Showing posts with label goals. Show all posts
Showing posts with label goals. Show all posts

Sunday, January 5, 2020

Aaaaayyyyyyy It's a New Year!


Happy New Year!

We survived another holiday season.  Fancy foods have been consumed and subsequently purged from the fridge while the purgee made heart felt promises of NEVER eating half a ham ever again

Gifts have been wrapped, opened, admired and put away while pondering the thought process that brought the giver to think the box of plastic hockey guys would truly be loved by the 61 year old recipient.
the face off
a skirmish resulting in the Yellow Guys goal
and the inevitable fight which broke out after that controversial goal

Loved ones near and far have been hugged and made to promise to visit more often, all the while hoping that the ukulele concerto will truly become a real thing.  
Resolutions have been made. Goals have been set, which is really just a kinder, gentler way to say resolutions.

And now it’s January 5th. And if I don’t get this post up by Tuesday, I will have blown my goals for 2020, one of which is to post here once a week. And being as Jan 7 – which technically is a week from Jan 1 – is Tuesday, I figure I am still good….

If you haven’t figured it out yet, I am not great with goal setting.  I don’t like putting them out into the world as I seem to take that as a challenge to see just how quickly I can screw it up. But, as the holiday season one horse open sleighed right over me, I decided it was time to change it up.

Truthfully, I prefer the option of picking a word to represent your plan for the new year. I toyed around with ‘reset’ and ‘reconnect’ but finally – This Morning – settled on Time Out.
Not the sit in the corner and think about what you did Time Out, but more of a last 20 seconds of a football game, there’s no way they can win but maybe if they run the clock out there could be a miracle Time Out.

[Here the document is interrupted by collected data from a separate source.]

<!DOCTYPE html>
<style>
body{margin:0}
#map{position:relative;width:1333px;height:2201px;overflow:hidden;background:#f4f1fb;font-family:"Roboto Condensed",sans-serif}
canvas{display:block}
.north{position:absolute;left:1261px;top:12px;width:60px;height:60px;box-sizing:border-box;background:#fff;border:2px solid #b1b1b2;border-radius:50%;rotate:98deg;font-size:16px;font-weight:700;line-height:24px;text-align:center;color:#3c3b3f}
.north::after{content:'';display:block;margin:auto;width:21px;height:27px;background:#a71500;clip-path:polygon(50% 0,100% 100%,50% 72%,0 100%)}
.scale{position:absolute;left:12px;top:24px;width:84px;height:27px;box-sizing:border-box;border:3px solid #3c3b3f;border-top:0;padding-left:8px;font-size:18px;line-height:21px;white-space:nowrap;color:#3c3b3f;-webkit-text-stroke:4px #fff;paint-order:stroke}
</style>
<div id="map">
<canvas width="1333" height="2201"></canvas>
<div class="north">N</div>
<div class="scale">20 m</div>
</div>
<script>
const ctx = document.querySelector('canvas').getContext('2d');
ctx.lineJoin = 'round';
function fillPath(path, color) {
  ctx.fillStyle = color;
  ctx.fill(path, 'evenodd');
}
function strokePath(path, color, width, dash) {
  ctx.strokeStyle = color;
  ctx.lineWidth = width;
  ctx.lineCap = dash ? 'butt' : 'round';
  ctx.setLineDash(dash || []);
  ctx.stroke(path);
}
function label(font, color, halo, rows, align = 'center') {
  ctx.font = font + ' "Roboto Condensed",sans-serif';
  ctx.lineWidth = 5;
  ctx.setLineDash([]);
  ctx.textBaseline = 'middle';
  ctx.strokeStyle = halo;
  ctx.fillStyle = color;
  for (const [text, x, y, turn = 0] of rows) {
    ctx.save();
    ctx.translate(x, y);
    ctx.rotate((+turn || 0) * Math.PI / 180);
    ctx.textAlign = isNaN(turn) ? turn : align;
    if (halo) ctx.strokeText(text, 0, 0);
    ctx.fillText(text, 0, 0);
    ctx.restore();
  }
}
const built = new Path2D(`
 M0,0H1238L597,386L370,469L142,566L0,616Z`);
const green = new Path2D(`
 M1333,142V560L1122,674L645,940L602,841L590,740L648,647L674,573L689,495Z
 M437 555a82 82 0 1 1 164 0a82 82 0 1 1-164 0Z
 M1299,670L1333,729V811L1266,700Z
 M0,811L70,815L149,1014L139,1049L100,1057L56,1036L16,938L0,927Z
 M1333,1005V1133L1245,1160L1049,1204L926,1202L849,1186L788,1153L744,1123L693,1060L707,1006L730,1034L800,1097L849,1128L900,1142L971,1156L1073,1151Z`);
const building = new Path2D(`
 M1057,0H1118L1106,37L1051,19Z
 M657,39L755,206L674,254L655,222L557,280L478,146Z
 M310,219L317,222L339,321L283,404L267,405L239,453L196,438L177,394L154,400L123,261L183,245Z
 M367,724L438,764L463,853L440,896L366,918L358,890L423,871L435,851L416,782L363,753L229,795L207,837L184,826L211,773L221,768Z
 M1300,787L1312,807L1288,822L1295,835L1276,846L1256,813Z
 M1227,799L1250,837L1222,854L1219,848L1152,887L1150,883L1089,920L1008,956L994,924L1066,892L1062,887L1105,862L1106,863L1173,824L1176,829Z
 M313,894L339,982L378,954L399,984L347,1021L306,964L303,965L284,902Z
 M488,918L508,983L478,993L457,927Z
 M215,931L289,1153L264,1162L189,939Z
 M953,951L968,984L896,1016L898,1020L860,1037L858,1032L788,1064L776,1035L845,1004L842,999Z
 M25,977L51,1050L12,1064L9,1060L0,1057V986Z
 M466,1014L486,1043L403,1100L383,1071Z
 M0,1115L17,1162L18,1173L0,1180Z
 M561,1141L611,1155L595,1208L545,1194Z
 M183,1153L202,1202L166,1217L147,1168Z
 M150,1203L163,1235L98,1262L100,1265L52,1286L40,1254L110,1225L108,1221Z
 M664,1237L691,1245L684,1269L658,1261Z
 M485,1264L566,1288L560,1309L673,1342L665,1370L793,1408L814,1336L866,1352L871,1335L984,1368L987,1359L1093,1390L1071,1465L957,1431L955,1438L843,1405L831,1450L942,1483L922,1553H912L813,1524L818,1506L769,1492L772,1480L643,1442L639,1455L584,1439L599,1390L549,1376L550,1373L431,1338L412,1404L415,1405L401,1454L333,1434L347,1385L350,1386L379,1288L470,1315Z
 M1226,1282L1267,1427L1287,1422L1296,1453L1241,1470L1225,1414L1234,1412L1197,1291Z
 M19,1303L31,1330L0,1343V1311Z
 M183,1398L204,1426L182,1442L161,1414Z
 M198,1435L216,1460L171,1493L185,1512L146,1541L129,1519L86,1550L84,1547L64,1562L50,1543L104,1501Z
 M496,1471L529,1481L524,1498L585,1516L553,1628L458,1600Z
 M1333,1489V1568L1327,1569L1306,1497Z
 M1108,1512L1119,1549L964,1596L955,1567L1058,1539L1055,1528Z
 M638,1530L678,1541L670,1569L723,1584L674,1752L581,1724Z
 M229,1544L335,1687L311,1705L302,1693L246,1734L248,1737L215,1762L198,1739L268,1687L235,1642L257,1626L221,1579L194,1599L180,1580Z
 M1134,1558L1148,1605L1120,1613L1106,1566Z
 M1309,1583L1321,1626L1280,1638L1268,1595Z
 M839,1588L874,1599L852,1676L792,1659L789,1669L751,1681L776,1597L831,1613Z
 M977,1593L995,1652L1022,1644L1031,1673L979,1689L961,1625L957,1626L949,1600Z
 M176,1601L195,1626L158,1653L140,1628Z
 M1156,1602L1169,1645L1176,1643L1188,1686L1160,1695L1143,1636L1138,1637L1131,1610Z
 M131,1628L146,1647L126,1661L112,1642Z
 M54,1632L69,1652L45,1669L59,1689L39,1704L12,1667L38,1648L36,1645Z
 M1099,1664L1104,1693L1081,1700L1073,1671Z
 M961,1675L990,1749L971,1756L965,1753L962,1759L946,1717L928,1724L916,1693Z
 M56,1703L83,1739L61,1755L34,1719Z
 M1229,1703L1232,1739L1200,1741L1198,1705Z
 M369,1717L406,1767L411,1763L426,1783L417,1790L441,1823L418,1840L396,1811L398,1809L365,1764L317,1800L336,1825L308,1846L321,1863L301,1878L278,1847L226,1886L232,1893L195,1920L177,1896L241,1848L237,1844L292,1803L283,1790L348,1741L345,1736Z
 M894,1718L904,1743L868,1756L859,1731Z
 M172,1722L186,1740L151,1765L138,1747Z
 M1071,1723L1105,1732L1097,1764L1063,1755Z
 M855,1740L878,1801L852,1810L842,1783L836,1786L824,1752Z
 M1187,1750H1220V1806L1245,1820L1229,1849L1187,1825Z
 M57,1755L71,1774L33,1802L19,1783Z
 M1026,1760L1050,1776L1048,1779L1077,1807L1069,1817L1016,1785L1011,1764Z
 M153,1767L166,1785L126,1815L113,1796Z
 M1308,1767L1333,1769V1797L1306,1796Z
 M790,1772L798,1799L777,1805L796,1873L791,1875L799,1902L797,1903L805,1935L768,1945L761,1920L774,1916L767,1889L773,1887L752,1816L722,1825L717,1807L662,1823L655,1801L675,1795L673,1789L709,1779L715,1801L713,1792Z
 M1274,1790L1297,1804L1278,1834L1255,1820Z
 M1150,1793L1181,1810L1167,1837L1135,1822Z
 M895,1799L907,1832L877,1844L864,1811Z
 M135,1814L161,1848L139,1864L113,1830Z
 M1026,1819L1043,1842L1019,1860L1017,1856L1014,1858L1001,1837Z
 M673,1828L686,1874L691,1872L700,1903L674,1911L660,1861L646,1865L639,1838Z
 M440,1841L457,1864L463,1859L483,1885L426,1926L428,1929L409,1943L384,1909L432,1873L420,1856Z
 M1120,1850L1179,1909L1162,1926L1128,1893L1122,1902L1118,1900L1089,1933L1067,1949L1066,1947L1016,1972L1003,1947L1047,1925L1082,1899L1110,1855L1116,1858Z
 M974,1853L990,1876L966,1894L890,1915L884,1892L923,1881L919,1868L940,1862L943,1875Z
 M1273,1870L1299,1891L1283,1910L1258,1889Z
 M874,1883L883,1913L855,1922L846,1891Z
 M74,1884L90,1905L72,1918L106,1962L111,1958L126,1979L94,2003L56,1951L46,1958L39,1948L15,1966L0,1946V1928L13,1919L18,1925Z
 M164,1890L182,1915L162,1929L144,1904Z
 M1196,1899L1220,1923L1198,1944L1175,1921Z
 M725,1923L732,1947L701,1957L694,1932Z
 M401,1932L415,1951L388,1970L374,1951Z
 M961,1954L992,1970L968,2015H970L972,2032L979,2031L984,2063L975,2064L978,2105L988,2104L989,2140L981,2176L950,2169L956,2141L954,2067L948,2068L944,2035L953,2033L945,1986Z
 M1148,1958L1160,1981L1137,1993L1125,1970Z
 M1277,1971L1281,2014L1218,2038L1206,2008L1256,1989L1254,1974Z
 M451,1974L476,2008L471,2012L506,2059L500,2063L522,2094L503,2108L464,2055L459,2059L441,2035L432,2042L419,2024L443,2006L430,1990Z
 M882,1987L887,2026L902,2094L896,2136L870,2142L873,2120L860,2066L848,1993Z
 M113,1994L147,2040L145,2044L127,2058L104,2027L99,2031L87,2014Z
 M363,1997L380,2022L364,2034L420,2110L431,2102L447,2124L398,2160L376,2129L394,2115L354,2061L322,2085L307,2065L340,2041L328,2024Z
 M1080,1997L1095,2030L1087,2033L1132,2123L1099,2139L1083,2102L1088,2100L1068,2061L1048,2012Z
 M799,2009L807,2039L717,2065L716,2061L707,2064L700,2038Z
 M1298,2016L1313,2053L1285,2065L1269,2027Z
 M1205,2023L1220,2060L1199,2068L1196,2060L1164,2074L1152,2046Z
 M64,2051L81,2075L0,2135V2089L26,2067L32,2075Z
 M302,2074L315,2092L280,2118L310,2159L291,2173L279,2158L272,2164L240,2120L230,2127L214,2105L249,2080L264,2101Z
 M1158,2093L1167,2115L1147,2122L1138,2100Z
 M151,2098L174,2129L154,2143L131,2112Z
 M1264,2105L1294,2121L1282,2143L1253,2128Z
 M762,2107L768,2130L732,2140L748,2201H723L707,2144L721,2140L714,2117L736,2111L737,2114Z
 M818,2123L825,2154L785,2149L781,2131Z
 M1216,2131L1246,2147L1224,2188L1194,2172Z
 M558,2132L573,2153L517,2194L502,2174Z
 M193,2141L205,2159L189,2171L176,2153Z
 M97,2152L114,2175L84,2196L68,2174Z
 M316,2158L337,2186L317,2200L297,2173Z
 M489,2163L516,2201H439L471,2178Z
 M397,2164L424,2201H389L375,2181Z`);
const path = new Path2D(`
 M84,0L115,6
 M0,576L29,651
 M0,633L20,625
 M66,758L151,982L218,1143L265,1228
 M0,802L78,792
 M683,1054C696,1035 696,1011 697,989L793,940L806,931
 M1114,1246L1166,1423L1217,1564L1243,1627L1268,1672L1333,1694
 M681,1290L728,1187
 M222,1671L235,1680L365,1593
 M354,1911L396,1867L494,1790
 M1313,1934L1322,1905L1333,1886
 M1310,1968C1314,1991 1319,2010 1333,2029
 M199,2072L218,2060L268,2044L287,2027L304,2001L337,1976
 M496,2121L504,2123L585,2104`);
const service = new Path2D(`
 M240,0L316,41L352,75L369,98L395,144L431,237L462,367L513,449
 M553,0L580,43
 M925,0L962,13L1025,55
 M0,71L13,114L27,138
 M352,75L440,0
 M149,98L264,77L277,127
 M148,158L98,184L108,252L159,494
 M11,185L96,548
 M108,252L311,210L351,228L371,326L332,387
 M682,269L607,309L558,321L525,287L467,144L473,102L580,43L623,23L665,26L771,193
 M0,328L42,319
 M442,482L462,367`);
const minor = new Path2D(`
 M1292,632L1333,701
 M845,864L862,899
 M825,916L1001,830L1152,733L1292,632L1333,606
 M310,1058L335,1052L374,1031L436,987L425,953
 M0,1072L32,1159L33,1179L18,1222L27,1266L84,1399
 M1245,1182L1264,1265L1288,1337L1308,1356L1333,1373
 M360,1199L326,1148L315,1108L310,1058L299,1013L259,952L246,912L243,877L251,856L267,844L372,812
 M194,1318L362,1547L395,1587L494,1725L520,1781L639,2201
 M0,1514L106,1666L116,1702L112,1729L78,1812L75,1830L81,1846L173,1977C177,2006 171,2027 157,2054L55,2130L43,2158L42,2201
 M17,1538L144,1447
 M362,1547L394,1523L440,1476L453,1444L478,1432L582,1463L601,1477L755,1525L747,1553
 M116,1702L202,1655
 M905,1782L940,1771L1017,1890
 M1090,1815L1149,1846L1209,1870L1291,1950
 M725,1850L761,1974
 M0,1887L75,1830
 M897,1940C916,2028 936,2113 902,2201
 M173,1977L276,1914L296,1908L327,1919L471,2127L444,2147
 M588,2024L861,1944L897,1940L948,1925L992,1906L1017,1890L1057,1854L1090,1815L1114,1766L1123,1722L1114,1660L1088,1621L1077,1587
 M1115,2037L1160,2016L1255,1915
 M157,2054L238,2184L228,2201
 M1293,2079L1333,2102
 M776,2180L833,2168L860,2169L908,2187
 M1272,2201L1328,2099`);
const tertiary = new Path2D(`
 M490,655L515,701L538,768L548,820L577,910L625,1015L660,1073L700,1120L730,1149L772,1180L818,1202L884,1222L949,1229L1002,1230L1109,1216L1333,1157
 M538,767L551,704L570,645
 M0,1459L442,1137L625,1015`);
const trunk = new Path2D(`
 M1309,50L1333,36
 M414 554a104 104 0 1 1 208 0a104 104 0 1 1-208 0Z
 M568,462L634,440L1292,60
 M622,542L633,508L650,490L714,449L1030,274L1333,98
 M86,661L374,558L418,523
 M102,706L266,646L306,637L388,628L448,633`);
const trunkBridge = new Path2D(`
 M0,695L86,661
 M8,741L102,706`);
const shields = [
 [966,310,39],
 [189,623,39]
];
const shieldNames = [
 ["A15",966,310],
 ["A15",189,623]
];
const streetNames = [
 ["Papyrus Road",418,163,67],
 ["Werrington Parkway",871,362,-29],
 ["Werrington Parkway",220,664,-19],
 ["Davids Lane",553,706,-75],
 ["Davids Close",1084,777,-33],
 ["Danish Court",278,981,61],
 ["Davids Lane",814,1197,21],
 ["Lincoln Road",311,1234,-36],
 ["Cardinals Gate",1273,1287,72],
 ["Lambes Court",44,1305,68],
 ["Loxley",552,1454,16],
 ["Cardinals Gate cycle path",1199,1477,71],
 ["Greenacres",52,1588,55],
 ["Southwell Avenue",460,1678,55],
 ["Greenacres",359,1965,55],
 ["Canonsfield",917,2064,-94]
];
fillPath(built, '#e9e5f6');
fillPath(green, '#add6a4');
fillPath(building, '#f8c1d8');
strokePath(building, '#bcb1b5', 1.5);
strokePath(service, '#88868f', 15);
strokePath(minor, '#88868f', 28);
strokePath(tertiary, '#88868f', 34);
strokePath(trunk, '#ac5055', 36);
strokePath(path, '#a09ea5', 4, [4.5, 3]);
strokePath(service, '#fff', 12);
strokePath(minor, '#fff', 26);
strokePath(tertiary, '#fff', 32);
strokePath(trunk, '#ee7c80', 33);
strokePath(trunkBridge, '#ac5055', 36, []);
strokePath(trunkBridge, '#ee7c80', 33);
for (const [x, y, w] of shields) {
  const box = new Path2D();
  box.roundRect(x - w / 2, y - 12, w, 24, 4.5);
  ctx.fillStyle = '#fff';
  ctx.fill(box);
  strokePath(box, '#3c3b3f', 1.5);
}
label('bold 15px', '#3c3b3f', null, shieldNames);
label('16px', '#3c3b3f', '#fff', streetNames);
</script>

I can’t quite figure out why I don’t seem to have any free time these days. Time where I don’t HAVE to do anything. Or, more honestly, have time to do the things I really enjoy doing.

I blame my upbringing.

I grew up in a house where you did your chores before doing fun activities. Those activities became the prize for dusting that stupid dining room table with the giant carved legs and cross pieces requiring me to crawl under it and then crack my head as I crawled back out – all the time hoping I hadn’t passed out and missed Johnny Quest.
This philosophy was reinforced by my 5th grade teacher, who noted on my report card that ‘Laura does not use her time wisely’. Apparently, completing my homework and then quietly reading a much more enjoyable book at my desk was not satisfactory. It only reinforced my believe that I needed to always be productive, although at this writing I suddenly realized that perhaps it was more of an insult to her worksheet producing abilities. And now I am picturing her tiny, support hose wearing body hunched over a desk, late into the night, trying to create the ultimate mimeograph sheet of questions set to finally, at last, stump that little Schloz girl…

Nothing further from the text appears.